■ **Problem statement**: Count how many lines of the material hold "Cabot". Respond with that number alone.

■ **Task inputs**:

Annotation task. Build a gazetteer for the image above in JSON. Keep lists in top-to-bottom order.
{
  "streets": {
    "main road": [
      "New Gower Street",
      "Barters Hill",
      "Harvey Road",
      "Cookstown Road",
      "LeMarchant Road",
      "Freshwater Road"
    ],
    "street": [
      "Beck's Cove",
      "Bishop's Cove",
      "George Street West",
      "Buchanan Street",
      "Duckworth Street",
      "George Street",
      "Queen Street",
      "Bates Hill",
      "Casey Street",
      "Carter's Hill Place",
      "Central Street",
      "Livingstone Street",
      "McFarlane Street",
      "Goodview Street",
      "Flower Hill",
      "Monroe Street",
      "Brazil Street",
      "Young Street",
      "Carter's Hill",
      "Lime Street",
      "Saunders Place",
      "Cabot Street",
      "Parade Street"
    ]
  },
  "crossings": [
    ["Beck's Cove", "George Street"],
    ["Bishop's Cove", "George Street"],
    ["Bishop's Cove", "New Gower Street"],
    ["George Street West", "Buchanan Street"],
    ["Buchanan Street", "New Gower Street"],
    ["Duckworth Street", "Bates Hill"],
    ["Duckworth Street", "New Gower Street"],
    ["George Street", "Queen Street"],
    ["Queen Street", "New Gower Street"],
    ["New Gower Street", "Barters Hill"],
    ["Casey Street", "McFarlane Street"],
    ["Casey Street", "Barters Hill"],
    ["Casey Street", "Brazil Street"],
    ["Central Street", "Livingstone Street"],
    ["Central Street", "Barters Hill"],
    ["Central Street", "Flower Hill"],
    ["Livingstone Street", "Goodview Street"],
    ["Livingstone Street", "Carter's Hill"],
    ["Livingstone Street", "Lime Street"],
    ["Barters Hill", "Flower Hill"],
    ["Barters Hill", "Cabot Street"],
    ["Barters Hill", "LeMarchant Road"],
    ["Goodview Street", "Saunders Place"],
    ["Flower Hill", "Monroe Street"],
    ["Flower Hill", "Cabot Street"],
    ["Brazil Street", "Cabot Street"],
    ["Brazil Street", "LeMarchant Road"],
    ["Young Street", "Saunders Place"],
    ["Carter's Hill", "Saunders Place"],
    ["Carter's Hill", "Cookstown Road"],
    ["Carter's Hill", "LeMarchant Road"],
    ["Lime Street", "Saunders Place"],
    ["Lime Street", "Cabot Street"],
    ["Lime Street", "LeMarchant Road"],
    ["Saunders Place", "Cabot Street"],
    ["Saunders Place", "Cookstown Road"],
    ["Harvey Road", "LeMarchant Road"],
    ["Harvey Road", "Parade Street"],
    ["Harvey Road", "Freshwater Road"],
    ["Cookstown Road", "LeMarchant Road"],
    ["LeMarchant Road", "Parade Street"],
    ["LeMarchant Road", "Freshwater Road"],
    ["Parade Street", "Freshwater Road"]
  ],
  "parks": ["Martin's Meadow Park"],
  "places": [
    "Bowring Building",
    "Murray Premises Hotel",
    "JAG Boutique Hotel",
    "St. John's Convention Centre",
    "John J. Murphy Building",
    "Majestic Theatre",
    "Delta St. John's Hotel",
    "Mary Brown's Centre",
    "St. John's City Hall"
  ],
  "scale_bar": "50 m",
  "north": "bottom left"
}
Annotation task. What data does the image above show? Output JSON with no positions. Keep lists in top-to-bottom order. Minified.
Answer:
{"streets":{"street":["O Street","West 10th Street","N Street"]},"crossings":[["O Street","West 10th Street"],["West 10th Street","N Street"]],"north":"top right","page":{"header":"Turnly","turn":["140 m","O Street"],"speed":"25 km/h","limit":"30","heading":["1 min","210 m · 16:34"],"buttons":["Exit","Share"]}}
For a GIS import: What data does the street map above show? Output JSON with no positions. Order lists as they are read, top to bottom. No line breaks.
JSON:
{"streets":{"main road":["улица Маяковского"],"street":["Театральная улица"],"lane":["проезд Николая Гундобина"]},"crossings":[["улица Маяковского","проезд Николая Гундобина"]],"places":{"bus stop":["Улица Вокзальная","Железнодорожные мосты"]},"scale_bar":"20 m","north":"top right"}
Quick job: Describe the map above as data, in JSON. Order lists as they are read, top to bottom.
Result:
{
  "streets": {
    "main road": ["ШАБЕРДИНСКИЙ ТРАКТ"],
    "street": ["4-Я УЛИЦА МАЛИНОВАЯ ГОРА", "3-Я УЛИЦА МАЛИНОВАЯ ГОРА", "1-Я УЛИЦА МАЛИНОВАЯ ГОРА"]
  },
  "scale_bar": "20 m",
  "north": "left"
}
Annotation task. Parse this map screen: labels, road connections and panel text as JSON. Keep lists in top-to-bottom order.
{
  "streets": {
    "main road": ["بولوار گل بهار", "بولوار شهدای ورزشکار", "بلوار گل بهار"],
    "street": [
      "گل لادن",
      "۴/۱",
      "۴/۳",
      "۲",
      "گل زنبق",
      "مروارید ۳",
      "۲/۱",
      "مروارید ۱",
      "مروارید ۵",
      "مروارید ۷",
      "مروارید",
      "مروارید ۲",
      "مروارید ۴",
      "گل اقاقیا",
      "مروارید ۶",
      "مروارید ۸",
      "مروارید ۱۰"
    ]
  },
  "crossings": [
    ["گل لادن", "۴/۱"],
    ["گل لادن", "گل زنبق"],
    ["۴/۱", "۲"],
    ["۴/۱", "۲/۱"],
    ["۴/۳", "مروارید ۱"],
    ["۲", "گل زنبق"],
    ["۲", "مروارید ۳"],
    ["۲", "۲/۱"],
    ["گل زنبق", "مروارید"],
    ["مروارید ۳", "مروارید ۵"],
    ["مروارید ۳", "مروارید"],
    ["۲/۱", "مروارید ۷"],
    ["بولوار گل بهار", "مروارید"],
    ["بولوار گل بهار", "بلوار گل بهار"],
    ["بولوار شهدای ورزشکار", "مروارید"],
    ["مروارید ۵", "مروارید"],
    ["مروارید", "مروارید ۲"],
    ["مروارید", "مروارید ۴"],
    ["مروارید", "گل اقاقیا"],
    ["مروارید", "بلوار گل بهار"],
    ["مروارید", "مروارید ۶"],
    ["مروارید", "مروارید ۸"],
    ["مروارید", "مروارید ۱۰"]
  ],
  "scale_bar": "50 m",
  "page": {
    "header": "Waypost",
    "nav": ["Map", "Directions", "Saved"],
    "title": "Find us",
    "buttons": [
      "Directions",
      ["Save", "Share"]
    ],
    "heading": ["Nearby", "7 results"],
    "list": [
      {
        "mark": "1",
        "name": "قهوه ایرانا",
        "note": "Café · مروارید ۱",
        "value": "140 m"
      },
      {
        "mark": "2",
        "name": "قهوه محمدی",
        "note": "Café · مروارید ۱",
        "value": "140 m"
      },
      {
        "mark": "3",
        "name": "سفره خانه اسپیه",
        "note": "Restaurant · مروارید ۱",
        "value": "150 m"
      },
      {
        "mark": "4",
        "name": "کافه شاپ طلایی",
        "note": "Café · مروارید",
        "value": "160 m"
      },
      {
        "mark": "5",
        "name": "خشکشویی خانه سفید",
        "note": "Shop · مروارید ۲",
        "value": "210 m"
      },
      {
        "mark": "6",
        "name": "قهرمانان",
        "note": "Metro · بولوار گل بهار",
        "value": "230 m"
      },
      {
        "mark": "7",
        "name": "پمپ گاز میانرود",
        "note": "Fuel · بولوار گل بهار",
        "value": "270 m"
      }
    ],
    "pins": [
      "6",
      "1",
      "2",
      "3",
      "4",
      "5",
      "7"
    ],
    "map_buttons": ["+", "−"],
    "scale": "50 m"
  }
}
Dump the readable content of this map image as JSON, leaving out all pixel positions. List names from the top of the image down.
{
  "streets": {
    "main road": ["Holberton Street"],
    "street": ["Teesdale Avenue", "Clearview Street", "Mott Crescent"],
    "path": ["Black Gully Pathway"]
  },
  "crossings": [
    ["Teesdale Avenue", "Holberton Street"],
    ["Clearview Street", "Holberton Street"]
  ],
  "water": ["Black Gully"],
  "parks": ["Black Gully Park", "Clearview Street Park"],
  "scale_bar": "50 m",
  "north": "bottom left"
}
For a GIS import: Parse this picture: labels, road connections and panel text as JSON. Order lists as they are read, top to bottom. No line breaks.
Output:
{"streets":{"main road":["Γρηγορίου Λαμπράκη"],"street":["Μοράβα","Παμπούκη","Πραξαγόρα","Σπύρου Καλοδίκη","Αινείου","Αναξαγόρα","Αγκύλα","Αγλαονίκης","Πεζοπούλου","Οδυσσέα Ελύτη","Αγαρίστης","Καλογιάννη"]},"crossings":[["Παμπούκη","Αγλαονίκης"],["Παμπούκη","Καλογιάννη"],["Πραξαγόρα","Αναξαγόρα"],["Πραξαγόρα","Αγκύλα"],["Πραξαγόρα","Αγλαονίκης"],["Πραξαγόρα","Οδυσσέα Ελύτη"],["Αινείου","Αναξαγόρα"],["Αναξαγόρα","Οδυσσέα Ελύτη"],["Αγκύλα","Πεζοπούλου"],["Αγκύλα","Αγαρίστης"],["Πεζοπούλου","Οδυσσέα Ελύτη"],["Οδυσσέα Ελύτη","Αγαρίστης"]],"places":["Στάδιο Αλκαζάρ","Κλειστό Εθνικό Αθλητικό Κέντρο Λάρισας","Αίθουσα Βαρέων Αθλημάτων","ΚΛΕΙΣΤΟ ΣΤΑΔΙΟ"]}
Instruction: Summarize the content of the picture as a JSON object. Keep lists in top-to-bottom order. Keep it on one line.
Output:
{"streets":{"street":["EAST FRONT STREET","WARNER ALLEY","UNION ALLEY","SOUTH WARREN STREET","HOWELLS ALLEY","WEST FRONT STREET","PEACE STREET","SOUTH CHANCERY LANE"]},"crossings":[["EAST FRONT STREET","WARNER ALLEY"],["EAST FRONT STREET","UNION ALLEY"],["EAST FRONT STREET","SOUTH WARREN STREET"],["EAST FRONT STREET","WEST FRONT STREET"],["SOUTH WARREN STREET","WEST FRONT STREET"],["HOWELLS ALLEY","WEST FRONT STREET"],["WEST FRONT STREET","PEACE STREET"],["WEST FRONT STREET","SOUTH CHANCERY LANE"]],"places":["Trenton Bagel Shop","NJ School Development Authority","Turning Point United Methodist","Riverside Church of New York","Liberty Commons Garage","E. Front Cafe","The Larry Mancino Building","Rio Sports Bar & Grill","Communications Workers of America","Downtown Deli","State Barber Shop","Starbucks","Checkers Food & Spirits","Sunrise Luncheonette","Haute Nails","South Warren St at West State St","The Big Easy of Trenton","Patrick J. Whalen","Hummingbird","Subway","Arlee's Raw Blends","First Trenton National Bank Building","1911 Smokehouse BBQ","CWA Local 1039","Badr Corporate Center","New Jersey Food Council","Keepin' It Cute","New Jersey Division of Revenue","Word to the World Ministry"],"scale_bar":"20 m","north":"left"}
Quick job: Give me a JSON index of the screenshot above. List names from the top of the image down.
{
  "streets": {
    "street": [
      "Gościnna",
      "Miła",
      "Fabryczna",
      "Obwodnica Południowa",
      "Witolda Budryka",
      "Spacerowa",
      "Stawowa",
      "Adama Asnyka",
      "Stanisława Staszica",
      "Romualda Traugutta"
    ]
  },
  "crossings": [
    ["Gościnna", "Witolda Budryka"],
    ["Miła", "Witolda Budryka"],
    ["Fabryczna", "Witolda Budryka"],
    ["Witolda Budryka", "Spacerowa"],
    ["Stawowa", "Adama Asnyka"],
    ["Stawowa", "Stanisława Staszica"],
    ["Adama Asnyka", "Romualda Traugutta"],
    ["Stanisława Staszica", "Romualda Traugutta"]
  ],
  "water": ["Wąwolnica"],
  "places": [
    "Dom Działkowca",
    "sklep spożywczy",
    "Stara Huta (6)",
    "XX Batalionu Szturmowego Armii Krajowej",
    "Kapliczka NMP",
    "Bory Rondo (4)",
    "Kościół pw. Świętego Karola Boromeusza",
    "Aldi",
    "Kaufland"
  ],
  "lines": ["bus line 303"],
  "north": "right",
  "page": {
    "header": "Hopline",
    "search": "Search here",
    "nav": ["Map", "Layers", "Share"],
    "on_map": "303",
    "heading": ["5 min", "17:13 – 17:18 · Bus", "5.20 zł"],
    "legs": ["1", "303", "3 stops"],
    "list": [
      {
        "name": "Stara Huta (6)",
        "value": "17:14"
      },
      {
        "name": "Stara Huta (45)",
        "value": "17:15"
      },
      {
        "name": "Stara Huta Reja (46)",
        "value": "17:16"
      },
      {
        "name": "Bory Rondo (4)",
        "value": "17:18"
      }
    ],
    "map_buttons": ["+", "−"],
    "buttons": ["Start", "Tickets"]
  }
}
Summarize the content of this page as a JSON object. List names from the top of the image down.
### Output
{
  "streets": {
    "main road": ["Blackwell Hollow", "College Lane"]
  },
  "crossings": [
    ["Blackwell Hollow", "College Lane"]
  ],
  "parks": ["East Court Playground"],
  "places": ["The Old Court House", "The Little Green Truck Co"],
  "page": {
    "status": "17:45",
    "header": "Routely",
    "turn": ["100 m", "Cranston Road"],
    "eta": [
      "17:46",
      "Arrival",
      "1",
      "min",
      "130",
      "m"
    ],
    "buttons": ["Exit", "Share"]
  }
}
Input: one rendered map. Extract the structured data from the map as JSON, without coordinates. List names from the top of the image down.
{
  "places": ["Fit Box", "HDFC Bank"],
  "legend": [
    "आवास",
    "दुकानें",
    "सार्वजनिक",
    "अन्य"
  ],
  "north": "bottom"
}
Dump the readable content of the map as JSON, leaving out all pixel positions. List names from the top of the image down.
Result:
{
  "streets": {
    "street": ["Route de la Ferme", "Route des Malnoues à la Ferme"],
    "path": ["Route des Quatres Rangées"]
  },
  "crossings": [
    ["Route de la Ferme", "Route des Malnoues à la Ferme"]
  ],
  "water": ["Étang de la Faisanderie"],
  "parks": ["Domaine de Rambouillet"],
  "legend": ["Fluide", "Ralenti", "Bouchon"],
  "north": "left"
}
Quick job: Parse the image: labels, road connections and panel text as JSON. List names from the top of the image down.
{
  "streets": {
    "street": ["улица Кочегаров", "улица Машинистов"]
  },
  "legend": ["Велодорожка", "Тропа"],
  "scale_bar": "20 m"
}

■ **Answer to this task**: 6